To take bookings directly on your website, you need a piece of software called a booking engine. It's the thing that shows tonight's availability, takes the reservation, and handles the card. The category is full of jargon and overpriced options aimed at big hotels. Here's the plain-English version so you can choose without getting talked into something you don't need.
What a booking engine actually does
Three jobs, really:
- Shows availability. A guest picks dates and sees what's open and the rate.
- Takes the reservation. Name, dates, room, confirmation.
- Handles the money. Card details, deposit or full payment, securely.
Some also do "channel management" — keeping your availability in sync across your site and the travel apps so you don't double-book. If you list on the apps at all, that sync is the feature worth paying for.
What a small motel should look for
You are not a 400-room resort, and you shouldn't pay like one. For an independent, the things that matter are:
- Fair pricing. A flat monthly fee or a small per-booking cut — far less than the 15 to 30 percent the apps take.
- Works on a phone. Most guests book on one. If the widget is clumsy on mobile, it's the wrong widget.
- Simple to run. You should be able to change a rate or block a night in under a minute.

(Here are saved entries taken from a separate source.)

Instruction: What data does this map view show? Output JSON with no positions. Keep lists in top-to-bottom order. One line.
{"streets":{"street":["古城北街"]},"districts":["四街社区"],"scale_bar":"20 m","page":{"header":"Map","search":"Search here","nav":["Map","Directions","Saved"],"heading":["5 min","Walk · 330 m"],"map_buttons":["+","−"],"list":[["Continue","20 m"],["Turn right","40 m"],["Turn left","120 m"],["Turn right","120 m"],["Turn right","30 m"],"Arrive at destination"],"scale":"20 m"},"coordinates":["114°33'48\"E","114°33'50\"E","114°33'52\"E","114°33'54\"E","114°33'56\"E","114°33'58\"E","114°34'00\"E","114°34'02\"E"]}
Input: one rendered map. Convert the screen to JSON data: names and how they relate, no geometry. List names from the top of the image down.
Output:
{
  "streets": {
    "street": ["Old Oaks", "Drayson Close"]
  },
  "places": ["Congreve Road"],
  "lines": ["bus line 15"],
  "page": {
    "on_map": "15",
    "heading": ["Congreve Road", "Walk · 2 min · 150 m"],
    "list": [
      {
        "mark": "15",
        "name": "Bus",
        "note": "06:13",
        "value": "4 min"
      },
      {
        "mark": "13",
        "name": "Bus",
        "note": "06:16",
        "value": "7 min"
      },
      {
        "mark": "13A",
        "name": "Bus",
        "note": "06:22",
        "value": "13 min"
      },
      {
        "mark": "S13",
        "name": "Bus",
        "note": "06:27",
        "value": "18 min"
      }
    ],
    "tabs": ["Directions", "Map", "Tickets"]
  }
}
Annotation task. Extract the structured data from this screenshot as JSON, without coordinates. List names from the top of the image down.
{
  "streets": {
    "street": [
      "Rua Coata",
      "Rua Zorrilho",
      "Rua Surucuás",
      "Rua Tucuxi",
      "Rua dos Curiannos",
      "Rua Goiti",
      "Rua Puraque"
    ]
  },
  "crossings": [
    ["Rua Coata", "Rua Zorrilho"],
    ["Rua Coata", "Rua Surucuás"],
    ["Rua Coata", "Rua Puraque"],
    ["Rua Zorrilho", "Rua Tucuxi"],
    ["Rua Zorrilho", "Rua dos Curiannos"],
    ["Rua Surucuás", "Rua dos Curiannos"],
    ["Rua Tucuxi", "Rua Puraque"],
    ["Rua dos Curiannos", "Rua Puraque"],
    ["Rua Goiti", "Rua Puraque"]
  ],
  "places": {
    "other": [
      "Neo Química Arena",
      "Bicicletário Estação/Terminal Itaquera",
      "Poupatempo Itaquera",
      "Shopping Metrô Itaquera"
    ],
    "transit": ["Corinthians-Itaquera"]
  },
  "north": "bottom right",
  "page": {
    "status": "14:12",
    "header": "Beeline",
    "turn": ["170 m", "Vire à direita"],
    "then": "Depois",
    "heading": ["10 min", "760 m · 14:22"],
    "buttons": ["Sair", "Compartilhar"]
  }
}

- Plays nice with your site. It should feel like part of your website, not a jarring pop-up from 2009.
The right booking engine for a twelve-room motel is the one that's cheap, quick to run, and painless on a phone. Everything past that is a feature you're being upsold.
How we handle it
We're not tied to one vendor, so we recommend based on your size, your budget, and whether you're on the apps. Then we wire it into the site so it looks and feels like yours — same colors, same fonts, no ugly seams. The guest never thinks about the software. They just pick a date, tap book, and you keep the commission. That's the entire point of doing this: your front door, your rate, your guest.